Ragbir, an immigrant rights activist from Trinidad and Tobago, has much in common with Lexius Saint Martin, originally from Haiti. Both men had years-old criminal convictions for non-violent crimes. Ragbir had been convicted of wire fraud in 2001. Saint Martin was convicted of drug trafficking in 2009. Neither had been in trouble since, but both were living under deportation orders. Both also married U.S. citizens, had children and went on to build successful lives for themselves before being picked up and detained by U.S. ICE.
"They're both people who were well-integrated into the community with family, with work life, just living and thriving in the community and then with no warning, just taken away by ICE," said Evan Fisher, an attorney for Lexius Saint Martin.
Saint Martin is being held in a New Hampshire jail. Fisher said he's preparing to file suit in federal court on his client's behalf. Judge Forrest's decision has given him and Saint Martin's family members hope. In her order, the judge ruled that ICE violated Ragbir's right to due process by not allowing him to organize his affairs or say goodbye before being detained. She also had harsh criticism for ICE and, by extension, the Trump administration.

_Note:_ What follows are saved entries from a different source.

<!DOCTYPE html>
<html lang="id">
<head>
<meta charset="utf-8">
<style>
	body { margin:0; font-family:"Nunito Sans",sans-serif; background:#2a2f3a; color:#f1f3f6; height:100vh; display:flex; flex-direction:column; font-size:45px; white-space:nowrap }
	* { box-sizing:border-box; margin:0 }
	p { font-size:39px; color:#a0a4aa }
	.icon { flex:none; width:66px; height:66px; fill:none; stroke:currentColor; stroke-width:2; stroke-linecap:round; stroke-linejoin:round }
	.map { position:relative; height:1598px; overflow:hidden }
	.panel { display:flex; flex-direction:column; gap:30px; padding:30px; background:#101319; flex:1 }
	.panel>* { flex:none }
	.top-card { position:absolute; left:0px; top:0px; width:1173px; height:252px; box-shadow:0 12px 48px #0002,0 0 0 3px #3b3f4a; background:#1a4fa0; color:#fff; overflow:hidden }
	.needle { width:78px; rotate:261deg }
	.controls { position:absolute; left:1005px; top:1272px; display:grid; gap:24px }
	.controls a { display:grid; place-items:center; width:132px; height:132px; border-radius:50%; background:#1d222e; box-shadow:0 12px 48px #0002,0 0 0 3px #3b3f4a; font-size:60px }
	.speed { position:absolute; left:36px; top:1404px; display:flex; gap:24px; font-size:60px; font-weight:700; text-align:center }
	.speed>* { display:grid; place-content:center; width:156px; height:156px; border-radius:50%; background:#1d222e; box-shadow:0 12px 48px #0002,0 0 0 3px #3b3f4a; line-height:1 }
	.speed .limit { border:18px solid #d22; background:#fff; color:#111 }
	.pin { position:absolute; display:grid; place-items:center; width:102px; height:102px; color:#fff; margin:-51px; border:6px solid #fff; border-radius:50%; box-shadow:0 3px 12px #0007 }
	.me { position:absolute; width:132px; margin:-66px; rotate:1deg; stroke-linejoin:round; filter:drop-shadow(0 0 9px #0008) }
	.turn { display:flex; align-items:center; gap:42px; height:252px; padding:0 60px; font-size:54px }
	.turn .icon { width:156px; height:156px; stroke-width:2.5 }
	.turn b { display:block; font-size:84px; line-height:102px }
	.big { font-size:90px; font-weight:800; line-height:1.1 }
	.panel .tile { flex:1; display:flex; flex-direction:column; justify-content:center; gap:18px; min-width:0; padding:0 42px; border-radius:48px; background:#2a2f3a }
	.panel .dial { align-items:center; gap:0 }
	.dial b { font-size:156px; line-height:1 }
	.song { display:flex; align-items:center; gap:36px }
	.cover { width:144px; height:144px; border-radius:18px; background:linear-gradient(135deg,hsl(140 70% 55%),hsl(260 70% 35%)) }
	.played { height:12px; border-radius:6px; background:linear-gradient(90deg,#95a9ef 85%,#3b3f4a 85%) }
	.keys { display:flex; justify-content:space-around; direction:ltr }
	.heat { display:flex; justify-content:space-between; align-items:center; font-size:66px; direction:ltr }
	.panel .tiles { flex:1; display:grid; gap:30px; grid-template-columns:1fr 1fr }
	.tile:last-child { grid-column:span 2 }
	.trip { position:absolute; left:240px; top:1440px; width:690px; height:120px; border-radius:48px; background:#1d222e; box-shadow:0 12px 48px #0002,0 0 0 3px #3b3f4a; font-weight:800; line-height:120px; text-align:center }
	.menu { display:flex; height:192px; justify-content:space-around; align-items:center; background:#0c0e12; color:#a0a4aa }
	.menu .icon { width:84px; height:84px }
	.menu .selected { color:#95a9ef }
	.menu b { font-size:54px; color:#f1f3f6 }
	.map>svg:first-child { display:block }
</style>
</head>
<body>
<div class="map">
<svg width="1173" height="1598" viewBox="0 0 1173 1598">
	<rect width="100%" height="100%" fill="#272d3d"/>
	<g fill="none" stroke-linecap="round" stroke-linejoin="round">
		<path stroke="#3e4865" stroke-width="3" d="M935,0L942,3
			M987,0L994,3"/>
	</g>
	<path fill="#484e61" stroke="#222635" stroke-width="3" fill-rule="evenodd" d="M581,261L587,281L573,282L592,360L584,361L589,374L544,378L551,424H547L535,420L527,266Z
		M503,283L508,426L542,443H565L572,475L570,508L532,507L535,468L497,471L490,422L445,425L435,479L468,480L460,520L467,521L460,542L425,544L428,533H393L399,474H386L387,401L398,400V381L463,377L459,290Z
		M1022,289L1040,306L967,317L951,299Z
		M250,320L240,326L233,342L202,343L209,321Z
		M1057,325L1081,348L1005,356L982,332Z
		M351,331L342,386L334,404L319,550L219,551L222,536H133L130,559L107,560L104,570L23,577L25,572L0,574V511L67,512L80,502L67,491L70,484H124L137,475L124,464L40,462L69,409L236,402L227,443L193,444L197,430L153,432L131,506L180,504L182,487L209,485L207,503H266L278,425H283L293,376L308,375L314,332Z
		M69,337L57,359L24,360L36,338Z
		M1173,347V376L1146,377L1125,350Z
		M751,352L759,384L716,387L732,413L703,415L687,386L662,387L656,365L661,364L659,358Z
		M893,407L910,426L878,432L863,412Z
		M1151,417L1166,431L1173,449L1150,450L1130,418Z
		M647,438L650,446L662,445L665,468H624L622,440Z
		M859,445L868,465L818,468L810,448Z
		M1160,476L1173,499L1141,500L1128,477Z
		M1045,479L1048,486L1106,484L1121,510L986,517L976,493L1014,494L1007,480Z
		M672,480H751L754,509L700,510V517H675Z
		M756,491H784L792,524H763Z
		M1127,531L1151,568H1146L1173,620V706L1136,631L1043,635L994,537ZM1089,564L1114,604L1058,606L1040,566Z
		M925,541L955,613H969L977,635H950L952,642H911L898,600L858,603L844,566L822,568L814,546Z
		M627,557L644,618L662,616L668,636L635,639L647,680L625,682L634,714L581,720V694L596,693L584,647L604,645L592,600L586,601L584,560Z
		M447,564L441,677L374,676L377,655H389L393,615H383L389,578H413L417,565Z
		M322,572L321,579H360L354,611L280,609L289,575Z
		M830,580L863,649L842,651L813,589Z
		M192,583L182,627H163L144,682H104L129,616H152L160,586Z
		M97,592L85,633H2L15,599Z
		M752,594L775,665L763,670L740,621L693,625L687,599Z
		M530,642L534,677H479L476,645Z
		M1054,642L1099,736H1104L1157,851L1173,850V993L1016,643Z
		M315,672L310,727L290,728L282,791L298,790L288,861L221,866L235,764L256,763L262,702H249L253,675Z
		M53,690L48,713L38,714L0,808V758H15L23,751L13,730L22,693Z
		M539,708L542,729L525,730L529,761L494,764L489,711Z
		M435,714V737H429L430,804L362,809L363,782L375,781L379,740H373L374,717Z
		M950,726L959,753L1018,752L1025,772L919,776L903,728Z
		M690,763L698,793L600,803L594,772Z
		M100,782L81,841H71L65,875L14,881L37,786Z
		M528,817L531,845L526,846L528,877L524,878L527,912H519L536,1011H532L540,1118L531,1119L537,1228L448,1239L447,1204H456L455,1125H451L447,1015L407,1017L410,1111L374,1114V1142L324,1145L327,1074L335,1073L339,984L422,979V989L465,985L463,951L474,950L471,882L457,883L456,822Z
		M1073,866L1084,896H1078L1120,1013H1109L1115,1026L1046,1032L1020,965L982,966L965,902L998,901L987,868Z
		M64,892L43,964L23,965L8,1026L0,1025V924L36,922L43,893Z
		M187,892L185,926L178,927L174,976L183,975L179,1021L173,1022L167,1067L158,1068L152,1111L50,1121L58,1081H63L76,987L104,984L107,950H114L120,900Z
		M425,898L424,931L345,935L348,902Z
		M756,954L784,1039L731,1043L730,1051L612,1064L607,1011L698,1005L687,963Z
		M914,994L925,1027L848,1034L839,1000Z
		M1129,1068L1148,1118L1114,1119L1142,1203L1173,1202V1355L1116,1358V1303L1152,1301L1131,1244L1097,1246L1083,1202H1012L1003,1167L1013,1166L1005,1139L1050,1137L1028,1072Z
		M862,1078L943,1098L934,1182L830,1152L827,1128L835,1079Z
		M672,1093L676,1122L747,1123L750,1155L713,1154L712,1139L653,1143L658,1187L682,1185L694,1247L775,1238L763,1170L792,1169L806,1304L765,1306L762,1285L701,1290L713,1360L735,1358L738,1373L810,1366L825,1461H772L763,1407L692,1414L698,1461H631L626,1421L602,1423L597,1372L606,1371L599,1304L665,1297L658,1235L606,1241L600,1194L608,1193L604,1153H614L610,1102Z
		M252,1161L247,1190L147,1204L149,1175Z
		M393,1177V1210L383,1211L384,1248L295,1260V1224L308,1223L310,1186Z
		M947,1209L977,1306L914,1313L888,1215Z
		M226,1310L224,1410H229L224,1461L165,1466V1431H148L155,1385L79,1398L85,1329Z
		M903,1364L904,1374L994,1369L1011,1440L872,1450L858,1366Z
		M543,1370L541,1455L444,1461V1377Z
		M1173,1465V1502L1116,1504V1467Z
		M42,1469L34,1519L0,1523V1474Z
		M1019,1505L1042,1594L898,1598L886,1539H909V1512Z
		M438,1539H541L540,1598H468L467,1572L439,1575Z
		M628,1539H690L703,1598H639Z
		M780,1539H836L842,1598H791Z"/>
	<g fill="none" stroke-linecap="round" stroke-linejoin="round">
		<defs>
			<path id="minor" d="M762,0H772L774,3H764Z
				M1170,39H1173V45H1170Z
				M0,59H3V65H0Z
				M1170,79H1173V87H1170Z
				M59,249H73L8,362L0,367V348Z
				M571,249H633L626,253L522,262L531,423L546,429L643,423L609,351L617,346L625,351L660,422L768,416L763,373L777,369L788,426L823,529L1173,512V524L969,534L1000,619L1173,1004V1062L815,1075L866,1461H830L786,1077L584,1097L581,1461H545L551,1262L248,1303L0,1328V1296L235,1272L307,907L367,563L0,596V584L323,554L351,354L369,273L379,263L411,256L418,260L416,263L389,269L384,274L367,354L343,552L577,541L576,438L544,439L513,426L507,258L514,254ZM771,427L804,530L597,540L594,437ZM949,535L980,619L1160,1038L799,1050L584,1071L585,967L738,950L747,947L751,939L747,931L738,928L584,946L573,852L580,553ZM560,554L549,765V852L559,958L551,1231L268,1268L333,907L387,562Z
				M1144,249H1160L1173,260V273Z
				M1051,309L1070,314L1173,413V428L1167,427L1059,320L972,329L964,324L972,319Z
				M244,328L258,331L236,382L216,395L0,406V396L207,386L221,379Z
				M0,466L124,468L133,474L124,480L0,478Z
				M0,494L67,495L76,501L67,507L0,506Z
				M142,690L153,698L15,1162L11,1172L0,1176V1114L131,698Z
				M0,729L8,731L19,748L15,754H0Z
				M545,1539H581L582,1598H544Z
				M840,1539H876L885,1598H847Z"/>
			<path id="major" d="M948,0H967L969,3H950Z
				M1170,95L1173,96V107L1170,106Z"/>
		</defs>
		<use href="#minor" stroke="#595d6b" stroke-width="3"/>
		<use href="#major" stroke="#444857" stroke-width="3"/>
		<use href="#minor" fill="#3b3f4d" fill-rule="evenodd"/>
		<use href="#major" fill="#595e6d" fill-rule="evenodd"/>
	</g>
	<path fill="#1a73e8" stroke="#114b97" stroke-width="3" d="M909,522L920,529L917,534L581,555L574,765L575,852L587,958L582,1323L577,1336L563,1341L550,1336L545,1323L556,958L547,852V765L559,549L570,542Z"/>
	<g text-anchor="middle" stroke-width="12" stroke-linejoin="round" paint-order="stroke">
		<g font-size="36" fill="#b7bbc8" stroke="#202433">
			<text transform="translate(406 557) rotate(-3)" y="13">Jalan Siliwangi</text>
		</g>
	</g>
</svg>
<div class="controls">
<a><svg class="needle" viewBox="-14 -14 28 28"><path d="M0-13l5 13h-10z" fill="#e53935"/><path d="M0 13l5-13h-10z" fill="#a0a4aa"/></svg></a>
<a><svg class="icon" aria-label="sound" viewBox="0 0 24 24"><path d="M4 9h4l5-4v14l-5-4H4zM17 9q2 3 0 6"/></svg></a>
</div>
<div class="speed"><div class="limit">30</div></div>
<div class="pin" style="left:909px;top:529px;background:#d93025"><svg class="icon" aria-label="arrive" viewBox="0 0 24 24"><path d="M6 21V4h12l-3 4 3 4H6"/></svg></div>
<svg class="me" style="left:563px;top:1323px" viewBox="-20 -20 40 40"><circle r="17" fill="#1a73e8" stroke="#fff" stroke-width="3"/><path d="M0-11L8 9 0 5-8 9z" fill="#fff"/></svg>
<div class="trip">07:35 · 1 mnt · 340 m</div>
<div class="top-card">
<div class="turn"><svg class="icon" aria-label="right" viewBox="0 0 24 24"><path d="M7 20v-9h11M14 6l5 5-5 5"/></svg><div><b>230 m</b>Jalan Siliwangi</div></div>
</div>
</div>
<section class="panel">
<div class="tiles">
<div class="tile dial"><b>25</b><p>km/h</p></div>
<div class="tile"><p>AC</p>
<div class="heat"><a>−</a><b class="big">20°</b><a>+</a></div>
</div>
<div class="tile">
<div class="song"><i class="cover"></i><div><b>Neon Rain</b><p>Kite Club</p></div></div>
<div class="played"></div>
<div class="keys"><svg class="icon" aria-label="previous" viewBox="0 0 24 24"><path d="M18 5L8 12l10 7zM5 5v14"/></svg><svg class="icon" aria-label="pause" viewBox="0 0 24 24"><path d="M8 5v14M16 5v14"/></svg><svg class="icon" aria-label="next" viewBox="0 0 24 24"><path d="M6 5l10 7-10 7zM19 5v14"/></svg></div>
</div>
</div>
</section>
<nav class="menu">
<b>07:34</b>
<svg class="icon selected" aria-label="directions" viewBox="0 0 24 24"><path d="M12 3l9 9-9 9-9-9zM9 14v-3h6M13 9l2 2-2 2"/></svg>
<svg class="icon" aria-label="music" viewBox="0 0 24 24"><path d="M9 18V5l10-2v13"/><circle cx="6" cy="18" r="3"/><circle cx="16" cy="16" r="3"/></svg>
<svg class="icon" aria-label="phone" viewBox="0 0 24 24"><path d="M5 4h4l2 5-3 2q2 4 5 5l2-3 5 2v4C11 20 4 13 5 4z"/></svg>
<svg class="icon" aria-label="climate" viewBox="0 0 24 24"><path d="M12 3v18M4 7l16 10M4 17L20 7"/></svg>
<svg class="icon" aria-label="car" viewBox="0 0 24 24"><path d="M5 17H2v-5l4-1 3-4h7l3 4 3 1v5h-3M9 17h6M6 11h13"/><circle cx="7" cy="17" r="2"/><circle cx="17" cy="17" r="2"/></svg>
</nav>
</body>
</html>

"It ought not to be - and it has never before been - that those who have lived without incident in this country for years are subjected to treatment we associate with regimes we revile as unjust, regimes where those who have long lived in a country may be taken without notice," Judge Forrest wrote. "We are not that country; and woe be the day that we become that country under a fiction that laws allow it."
"It's just really remarkable to see some of these arguments that human rights lawyers in this country have been trying to make in the court system for years were finally latched onto in a case so similar to Lexius Saint Martin's case," said Fisher.
Calls and emails to ICE were not returned to Maine Public Radio. In a written statement provided to the Waterville Sentinel, an unnamed Immigrations official said Saint Martin was arrested on an outstanding order of removal.
"He was convicted for drug trafficking and sentenced to prison, violating the terms of his lawful status," the statement said. "At the conclusion of his prison term, he was placed in removal proceedings and subsequently issued a final order of removal by an immigration judge in 2010."
But Saint Martin has not been given any date for removal from the United States. That was also the case for Ragbir.This lack of forewarning is where Fisher said the federal judge put her foot down. She said the 5th Amendment's liberty and due process guarantees do protect someone under a final order of deportation,
"And she looked at the totality of the circumstances and found that they were depriving him of this most essential aspect of life, liberty and family," said Fisher.
Fisher said the judge's order will not prevent Ragbir from being deported, but it will give him the chance to say goodbye.